Melihat pengaruh besar Korean Wave ini terhadap ekonomi dan budaya nasional
negara ginseng tersebut, pemerintah Korea pun secara substansial mengubah
kebijakan budayanya yakni secara khusus memanfaatkan kepopuleran budaya Hallyu
tersebut sebagai sarana soft power untuk meningkatkan citra nasional (Yong & Yoon,
2017). Pemanfaatan tersebut menggunakan stasiun televisi di luar Korea, terutama di
negara-negara Asia yang memiliki nilai-nilai budaya hampir serupa. Minat yang tinggi
menimbulkan kuantitas pemirsa yang tinggi semakin membuat pemasok program
yakni pihak Korea dan penerima program yakni produsen/ stasiun televisi negara yang
dituju menggunakan budaya populer ini untuk menguntungkan kedua belah pihak
karena kantitas pemirsa yang tinggi merupakan komoditas berharga bagi produsen
untuk meningkatkan citra merek dan pembelian bagi produk (Triartanto dkk., 2020).
III. Penutup
Maka dari itu, perlu adanya keterlibatan banyak pihak mulai dari pemerintah, pihak
swasta yang memegang kendali atas media, produsen, dan masyarakat untuk
memberikan fokus kepada kebudayaan tradisional/lokal Indonesia karena
keberagaman budaya di tanah air merupakan ciri khas Indonesia yang patut untuk
dilestarikan. Bila perlu memanfaatkan kelebihan kebudayaan populer untuk
mendongkrak budaya lokal melalui penggabungan atau akulturasi dalam rangka
menghasilkan produk budaya lokal yang mampu menarik perhatian audiens hingga
mancanegara. Salah satu keberhasilan eksplorasi penggabungan antara musik
tradisional dengan musik modern EDM (electronic dance music) dapat dilihat pada
musik video “Wonderland Indonesia” karya Alffy Rev pada tahun 2021 yang disponsori
oleh Ditjen Kebudayaan Kemendikbudristek dalam rangka merayakan hari
kemerdekaan Indonesia sekaligus memperkenalkan kembali lagu daerah Indonesia.
Daftar Pustaka
Jin, D. Y. (2016). New Korean Wave: Transnational cultural power in the age of social
media. Urbana, IL: University of Illinois Press.

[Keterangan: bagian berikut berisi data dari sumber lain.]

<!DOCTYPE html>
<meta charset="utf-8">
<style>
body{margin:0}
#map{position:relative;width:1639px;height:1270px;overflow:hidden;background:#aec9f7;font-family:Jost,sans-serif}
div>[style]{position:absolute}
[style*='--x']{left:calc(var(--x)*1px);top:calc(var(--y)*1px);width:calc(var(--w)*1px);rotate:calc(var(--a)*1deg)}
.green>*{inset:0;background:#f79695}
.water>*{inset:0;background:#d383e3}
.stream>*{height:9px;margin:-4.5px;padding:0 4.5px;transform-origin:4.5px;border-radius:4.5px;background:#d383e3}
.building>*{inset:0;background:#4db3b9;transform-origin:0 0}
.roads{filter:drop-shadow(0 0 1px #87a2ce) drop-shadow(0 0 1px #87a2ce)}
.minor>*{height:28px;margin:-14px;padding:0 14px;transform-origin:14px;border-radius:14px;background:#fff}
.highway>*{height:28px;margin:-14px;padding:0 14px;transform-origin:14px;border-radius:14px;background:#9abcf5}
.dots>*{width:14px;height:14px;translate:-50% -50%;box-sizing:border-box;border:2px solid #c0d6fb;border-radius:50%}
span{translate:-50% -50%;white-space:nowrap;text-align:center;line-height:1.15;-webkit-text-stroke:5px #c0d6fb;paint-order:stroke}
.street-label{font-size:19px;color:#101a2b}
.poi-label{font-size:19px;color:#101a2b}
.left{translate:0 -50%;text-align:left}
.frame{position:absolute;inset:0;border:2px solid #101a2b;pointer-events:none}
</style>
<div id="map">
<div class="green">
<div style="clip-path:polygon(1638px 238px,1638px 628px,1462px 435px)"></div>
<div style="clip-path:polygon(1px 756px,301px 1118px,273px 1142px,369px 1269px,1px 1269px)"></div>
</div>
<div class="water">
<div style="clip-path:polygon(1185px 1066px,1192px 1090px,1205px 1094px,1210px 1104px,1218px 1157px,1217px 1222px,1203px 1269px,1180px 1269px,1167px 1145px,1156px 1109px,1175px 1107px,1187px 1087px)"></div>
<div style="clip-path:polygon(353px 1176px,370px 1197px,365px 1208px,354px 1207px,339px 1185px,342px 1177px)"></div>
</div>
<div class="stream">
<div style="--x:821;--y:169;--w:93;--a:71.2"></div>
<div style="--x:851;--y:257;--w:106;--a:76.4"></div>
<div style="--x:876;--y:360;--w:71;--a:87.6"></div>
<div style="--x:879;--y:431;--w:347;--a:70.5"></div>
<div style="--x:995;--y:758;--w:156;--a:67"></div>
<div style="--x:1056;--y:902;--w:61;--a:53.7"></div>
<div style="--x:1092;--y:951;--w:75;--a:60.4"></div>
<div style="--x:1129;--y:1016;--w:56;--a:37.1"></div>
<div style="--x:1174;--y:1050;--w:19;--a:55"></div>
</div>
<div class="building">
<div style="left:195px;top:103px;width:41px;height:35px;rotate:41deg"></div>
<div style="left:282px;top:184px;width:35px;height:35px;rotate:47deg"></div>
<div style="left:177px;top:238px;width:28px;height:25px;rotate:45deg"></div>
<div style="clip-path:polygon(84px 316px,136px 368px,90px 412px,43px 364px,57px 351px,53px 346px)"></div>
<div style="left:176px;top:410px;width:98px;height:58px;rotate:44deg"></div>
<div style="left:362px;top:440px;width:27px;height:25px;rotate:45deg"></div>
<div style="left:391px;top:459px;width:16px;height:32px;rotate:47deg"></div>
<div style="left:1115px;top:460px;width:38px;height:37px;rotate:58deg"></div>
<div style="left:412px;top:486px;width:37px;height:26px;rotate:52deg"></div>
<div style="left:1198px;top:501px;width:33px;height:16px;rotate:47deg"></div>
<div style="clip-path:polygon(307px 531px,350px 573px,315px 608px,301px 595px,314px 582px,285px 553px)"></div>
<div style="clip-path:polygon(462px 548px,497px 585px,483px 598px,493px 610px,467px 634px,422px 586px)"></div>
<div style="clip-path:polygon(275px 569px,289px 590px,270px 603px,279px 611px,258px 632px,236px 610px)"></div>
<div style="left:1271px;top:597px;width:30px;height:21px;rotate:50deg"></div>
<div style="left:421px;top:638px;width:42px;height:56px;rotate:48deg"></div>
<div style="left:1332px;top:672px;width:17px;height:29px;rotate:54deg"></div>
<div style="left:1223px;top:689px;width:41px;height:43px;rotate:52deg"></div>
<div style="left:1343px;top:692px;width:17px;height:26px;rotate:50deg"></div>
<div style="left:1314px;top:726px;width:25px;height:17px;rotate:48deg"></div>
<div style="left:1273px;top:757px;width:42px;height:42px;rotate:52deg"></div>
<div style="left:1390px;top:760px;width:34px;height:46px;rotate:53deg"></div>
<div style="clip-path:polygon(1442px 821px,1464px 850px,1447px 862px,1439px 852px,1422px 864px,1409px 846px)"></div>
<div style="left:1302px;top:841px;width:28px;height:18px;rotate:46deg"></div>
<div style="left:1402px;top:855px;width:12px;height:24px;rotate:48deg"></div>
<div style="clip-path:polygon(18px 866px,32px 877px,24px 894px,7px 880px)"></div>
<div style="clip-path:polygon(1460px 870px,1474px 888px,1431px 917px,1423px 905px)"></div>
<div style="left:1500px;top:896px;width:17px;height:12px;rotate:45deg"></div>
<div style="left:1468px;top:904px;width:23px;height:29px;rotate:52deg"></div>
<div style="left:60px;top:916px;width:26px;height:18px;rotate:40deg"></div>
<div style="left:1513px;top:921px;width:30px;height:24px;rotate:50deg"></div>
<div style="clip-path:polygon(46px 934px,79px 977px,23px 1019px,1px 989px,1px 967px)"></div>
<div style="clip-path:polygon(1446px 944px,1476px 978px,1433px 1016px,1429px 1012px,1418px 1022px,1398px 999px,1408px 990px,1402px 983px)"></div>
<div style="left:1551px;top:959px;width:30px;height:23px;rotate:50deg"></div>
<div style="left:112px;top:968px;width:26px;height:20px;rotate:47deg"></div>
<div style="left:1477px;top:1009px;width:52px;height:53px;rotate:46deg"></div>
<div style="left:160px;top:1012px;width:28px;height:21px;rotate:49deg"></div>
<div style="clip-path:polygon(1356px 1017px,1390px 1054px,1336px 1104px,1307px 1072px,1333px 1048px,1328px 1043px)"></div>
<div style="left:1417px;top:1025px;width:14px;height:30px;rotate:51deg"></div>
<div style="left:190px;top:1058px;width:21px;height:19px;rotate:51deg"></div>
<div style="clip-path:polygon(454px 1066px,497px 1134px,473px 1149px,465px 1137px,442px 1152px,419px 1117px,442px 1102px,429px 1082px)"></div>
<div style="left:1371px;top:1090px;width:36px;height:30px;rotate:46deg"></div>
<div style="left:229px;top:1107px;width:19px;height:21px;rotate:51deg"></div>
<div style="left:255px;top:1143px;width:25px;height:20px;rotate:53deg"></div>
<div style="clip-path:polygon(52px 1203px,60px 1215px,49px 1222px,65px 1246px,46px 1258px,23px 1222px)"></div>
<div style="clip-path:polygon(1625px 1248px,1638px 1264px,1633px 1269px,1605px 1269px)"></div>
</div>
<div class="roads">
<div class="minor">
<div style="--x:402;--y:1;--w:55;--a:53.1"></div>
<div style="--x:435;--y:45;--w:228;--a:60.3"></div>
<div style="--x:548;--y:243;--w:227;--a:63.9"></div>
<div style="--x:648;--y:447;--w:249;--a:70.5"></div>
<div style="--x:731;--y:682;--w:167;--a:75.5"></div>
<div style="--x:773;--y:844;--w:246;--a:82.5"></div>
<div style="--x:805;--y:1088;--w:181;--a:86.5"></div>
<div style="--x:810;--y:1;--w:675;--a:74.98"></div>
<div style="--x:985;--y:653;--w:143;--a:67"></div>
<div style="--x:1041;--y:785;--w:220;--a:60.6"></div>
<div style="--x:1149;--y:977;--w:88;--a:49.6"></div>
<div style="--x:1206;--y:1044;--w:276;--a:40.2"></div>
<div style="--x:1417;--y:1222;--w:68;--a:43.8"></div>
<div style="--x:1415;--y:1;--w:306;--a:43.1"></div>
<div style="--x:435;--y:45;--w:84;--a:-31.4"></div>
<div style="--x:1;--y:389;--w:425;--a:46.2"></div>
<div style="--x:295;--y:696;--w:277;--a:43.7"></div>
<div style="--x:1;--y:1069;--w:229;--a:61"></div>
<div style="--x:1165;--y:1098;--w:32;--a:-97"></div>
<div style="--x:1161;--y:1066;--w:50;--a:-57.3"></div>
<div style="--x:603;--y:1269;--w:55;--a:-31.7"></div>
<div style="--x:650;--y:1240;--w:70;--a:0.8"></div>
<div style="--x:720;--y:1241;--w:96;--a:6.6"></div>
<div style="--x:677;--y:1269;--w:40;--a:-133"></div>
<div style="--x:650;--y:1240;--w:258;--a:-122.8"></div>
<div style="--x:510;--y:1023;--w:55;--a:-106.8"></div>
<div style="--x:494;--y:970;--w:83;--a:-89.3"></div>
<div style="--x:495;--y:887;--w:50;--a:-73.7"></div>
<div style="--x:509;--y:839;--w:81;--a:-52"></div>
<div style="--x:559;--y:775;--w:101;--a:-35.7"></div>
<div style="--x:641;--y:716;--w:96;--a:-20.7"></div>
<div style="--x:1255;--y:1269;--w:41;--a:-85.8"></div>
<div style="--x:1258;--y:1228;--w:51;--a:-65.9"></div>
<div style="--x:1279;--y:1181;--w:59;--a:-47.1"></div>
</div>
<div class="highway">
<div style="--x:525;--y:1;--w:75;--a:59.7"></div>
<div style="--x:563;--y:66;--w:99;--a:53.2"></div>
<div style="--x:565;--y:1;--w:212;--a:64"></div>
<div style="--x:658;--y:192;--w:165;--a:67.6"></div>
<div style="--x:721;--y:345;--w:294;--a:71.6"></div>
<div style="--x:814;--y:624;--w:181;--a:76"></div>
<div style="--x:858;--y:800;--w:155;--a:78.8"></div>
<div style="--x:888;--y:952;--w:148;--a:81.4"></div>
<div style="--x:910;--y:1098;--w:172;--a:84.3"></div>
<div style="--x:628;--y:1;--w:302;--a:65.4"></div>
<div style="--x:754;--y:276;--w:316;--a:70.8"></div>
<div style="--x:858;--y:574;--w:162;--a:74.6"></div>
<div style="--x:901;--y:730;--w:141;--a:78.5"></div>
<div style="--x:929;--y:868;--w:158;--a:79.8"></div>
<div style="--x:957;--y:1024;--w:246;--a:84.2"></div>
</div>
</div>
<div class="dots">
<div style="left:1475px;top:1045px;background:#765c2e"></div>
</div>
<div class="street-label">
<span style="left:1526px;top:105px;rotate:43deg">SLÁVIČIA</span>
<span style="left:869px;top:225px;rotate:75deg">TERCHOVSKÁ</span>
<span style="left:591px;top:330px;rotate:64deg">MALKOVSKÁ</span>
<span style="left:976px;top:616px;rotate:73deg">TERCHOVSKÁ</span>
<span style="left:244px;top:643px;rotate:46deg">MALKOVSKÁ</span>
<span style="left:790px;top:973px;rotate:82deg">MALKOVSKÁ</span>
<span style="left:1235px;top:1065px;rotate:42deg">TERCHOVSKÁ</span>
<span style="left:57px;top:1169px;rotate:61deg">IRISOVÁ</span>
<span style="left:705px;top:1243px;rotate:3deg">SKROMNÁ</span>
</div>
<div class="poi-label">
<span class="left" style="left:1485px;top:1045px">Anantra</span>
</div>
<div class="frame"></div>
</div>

Lee, S. J., & Nornes, A. (2015). Hallyu 2.0: The Korean Wave in the age of social
media. Ann Arbor, MI: University of Michigan Press.
Royan, Frans M. (2005). Marketing Selebrities: Selebriti dalam Iklan dan Strategi
Selebriti Memasarkan Diri Sendiri . Jakarta: PT. Elex Media Komputindo.
Saputra, R. (2018). Representasi Budaya Populer dalam Novel Anak B-Jell Cheers
Karya Thalia Salsabilla (Tinjauan Sosiologi Sastra). 10–27.
Shim, D. (2006). Hybridity and the rise of Korean popular culture in Asia. Media,
Culture & Society. Singapura: National University of Singapore.
Simbar, F. K. (2016). Fenomena Konsumsi Budaya Korea Pada Anak Muda di Kota
Manado. Jurnal Holistik, 10(18).
Triartanto, A. Y., Suryanto, A. D., & Mutiah, T. (2020). Diseminasi Budaya Pop Televisi
Celebrity Branding pada Iklan E-Commerce. Global Komunika, 1(2), 32–44.
Yong, D. J., & Yoon, T. J. (2017). The Korean Wave: Retrospect and prospect.
International Journal of Communication, 11(9), 2241–2249.